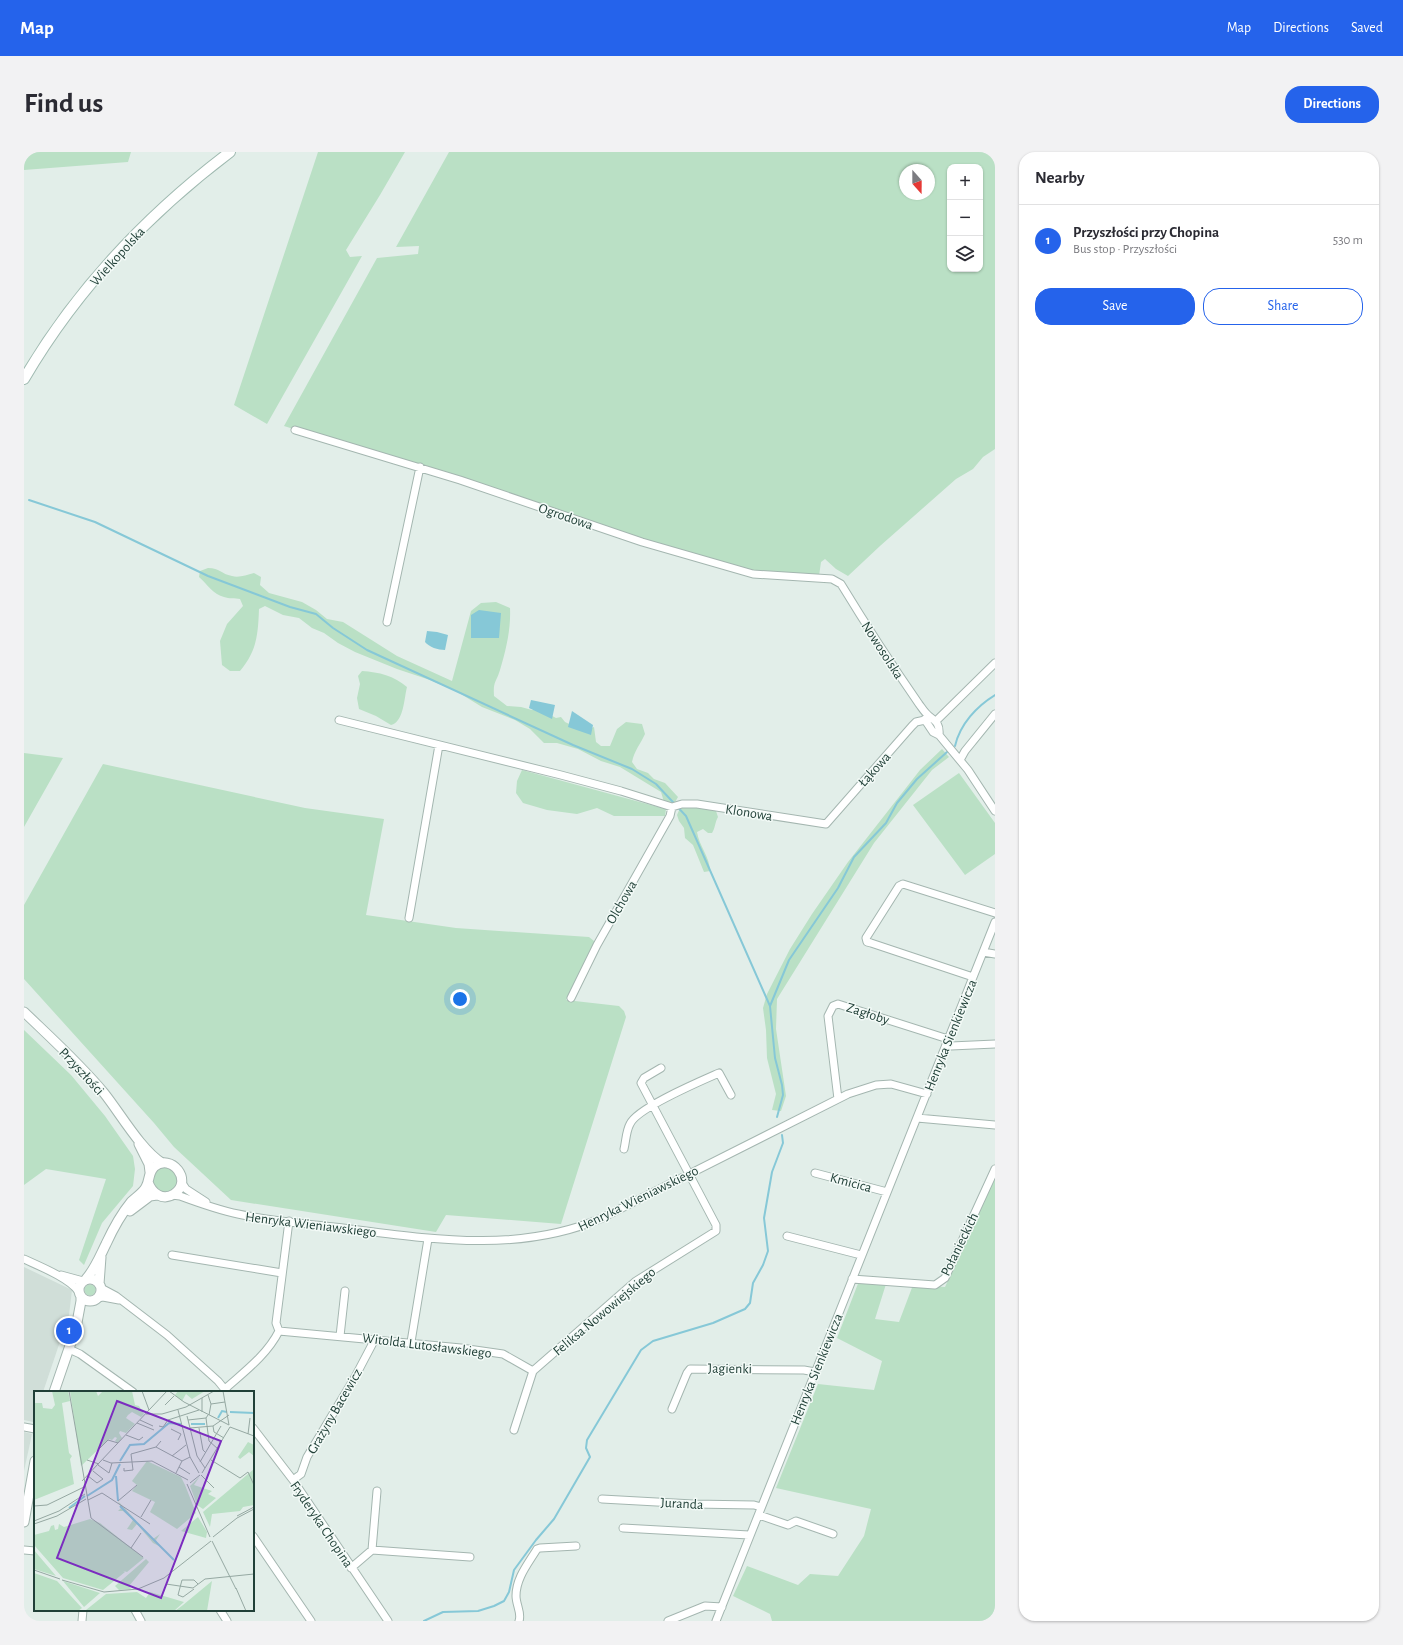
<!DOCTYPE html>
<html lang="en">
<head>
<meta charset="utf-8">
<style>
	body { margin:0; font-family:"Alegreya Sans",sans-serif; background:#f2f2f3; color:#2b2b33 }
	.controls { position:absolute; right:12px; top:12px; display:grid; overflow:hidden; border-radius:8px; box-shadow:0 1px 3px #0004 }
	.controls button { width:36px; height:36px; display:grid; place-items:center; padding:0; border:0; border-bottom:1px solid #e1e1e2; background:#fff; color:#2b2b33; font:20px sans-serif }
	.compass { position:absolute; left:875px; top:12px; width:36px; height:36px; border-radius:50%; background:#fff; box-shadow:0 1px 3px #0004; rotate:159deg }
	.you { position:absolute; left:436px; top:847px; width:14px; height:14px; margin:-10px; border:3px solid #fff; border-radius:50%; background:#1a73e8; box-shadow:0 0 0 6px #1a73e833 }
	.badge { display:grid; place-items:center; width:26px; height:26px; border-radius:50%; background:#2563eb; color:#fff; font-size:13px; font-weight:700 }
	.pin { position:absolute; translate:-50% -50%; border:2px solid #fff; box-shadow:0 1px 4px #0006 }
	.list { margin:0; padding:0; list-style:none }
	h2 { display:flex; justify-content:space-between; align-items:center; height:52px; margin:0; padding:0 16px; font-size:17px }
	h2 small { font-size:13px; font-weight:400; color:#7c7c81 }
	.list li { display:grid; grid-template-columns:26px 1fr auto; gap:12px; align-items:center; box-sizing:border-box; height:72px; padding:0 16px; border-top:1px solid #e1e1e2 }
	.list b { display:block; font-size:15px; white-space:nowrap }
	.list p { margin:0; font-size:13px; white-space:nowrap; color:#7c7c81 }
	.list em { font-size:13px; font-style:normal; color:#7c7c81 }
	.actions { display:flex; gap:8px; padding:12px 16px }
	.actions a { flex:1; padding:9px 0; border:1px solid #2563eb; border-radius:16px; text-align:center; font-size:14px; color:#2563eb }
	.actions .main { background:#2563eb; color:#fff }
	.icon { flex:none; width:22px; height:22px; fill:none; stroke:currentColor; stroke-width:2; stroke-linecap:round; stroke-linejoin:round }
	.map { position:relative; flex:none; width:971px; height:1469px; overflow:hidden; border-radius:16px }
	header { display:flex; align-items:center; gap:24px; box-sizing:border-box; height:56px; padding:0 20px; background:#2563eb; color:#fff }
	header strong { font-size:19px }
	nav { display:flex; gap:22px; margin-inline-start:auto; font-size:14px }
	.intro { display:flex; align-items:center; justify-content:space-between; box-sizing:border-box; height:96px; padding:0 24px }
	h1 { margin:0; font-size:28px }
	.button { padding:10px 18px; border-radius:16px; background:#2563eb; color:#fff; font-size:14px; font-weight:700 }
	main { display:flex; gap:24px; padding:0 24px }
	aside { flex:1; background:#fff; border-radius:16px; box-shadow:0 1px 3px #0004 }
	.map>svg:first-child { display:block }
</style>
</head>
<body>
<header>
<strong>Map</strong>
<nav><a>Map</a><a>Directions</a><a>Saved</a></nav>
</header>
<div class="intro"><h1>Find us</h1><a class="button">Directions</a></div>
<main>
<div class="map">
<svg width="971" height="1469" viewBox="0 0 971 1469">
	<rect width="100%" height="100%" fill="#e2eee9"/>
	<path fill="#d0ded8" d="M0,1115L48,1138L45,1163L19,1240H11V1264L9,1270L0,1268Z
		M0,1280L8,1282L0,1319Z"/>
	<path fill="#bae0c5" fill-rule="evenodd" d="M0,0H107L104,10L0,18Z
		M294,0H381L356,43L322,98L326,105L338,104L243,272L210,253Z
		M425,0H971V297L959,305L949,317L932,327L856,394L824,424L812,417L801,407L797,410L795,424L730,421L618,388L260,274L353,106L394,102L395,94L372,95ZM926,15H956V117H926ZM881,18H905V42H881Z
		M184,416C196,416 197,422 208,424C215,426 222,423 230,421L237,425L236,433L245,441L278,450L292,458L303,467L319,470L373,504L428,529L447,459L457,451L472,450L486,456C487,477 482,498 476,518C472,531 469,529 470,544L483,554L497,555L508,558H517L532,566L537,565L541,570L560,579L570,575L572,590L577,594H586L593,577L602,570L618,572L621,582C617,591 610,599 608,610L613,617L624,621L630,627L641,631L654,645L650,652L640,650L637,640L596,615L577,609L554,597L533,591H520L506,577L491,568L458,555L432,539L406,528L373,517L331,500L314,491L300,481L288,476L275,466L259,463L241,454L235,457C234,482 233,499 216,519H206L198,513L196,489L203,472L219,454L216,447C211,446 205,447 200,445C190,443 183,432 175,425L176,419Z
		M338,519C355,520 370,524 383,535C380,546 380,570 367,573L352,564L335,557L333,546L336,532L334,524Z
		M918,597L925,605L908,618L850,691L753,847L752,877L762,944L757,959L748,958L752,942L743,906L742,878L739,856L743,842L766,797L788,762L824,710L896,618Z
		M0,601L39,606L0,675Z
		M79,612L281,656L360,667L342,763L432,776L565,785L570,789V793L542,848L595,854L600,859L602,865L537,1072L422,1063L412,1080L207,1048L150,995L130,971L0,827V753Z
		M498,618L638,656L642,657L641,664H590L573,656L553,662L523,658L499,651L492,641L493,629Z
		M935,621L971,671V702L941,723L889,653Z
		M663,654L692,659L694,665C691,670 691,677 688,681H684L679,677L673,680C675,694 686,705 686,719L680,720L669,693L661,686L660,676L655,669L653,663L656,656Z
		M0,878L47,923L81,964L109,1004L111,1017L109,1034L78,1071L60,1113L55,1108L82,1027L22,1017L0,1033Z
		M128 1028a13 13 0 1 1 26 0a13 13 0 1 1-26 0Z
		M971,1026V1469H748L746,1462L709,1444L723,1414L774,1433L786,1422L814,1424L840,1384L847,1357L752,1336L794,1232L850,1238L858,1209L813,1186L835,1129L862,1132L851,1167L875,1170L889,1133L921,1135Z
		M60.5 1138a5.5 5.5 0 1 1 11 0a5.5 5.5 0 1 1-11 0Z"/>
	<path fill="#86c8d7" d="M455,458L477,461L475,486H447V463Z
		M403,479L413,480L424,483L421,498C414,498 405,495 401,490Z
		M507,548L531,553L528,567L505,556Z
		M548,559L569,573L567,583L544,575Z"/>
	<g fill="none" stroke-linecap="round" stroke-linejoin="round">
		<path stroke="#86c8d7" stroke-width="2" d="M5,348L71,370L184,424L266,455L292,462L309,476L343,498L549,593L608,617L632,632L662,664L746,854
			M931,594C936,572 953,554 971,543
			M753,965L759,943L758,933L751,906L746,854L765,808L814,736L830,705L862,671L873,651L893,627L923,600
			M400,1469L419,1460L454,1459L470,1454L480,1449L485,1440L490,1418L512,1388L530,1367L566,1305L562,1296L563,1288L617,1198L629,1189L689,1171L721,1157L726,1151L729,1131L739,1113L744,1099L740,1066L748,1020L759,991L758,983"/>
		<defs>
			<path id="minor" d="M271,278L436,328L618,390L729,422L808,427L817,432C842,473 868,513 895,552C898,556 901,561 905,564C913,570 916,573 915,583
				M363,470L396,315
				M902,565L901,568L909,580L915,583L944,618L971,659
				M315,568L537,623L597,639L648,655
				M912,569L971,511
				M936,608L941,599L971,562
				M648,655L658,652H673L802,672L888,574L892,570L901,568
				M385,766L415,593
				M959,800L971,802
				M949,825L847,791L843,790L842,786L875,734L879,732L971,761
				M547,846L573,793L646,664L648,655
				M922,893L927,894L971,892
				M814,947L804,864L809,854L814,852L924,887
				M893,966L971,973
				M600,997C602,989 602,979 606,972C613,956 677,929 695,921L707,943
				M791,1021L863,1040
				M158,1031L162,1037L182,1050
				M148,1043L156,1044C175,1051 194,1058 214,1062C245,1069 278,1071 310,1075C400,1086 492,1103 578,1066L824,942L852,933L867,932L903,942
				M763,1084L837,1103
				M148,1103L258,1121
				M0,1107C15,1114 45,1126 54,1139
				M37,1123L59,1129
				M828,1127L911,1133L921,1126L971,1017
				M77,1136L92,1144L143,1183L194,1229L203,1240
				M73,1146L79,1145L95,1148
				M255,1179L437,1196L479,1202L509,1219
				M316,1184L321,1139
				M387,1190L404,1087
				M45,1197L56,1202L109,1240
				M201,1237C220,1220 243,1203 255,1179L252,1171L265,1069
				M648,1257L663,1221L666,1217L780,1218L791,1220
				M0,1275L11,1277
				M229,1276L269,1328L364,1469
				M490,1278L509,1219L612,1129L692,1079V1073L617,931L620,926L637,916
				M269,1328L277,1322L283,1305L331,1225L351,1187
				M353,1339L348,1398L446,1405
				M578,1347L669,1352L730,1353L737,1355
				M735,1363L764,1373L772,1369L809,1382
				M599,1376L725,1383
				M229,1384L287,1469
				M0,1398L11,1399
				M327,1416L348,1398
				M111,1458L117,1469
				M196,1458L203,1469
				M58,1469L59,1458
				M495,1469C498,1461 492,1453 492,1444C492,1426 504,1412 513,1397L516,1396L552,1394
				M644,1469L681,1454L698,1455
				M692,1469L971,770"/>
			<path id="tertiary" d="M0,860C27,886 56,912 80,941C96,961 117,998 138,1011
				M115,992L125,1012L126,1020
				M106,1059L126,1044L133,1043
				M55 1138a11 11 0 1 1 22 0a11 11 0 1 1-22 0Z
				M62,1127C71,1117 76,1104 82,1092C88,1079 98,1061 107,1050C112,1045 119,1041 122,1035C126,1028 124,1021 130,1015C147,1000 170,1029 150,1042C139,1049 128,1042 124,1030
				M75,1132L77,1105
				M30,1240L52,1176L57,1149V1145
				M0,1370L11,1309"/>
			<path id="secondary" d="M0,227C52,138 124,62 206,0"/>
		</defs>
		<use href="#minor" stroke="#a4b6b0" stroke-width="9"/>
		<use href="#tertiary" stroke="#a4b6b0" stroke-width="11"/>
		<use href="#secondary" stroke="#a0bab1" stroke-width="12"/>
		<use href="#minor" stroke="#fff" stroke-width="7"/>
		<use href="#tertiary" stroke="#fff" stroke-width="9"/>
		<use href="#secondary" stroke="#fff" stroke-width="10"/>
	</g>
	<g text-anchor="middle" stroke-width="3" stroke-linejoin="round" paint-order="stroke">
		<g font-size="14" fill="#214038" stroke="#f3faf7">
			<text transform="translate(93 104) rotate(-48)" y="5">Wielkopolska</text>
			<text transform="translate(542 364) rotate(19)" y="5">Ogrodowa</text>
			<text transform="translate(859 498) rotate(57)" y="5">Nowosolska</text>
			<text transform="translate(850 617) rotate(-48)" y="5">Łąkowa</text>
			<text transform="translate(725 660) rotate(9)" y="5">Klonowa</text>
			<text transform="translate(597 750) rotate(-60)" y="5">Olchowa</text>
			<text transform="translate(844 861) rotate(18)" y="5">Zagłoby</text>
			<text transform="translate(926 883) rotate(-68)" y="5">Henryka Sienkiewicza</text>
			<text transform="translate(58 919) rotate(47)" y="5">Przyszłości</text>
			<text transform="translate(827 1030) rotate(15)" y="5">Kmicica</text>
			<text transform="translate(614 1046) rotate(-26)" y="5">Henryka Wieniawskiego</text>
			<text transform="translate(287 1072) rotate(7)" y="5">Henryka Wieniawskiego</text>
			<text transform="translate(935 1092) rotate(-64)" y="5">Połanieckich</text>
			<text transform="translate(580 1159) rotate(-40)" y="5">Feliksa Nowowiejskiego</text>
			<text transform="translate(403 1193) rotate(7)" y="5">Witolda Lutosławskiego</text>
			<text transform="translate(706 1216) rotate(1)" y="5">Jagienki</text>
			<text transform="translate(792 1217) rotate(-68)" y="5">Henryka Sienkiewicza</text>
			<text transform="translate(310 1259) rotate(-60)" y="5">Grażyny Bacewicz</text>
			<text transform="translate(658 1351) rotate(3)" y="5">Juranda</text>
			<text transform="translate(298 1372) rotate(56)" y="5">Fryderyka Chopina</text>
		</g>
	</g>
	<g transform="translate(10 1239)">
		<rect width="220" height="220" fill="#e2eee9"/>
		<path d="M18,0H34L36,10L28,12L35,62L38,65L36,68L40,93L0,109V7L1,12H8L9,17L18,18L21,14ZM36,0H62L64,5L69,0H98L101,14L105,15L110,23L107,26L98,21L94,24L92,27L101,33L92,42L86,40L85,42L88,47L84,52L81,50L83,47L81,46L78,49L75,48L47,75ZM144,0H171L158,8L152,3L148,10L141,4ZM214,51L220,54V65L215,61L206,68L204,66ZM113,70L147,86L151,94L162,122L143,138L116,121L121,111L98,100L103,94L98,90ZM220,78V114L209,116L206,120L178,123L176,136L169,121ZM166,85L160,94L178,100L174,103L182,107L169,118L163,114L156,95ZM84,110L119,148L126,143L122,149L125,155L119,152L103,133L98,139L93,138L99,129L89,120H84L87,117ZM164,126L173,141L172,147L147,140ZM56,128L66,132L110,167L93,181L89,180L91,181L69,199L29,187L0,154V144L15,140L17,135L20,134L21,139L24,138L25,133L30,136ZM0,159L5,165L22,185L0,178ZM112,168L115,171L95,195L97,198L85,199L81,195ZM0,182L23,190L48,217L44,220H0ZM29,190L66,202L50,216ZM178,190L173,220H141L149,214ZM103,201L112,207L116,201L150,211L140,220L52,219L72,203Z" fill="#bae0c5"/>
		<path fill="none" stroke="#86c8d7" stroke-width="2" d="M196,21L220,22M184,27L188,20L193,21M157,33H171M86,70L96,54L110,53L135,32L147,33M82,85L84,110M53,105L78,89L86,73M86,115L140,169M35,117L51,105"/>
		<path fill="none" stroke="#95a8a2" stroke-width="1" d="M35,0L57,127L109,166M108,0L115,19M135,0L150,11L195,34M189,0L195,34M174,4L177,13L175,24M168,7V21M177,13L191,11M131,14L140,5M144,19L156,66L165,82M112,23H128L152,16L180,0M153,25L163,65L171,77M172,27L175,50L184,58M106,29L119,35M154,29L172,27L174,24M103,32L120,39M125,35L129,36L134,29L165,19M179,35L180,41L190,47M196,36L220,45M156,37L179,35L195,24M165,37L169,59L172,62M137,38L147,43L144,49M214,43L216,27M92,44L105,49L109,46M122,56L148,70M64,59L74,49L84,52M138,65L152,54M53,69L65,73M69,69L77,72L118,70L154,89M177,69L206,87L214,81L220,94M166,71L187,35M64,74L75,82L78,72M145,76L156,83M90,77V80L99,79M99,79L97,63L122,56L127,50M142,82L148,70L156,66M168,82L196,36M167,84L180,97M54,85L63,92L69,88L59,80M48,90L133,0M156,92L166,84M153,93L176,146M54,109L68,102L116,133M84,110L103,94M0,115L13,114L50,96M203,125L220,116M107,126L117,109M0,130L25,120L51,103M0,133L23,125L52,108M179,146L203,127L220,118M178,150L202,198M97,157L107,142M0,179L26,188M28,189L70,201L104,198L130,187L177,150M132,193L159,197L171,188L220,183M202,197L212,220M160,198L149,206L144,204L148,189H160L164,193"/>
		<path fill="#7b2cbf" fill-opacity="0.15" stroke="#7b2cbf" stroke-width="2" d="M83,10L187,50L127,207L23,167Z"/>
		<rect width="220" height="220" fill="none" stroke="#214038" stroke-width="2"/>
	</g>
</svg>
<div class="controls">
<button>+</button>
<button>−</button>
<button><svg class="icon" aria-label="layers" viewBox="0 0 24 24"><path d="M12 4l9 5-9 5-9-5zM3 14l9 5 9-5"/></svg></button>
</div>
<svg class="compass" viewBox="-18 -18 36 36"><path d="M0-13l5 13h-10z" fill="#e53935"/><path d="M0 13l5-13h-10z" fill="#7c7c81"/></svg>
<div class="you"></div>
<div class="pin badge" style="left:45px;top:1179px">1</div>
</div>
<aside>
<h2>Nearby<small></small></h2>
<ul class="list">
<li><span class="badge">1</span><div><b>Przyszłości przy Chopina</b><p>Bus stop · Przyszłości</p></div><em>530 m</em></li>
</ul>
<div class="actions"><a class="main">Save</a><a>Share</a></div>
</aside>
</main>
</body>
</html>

################

- What needs to be done
What lines of the data include the word "nowrap"? Copy each of them.

- Task output
	.list b { display:block; font-size:15px; white-space:nowrap }
	.list p { margin:0; font-size:13px; white-space:nowrap; color:#7c7c81 }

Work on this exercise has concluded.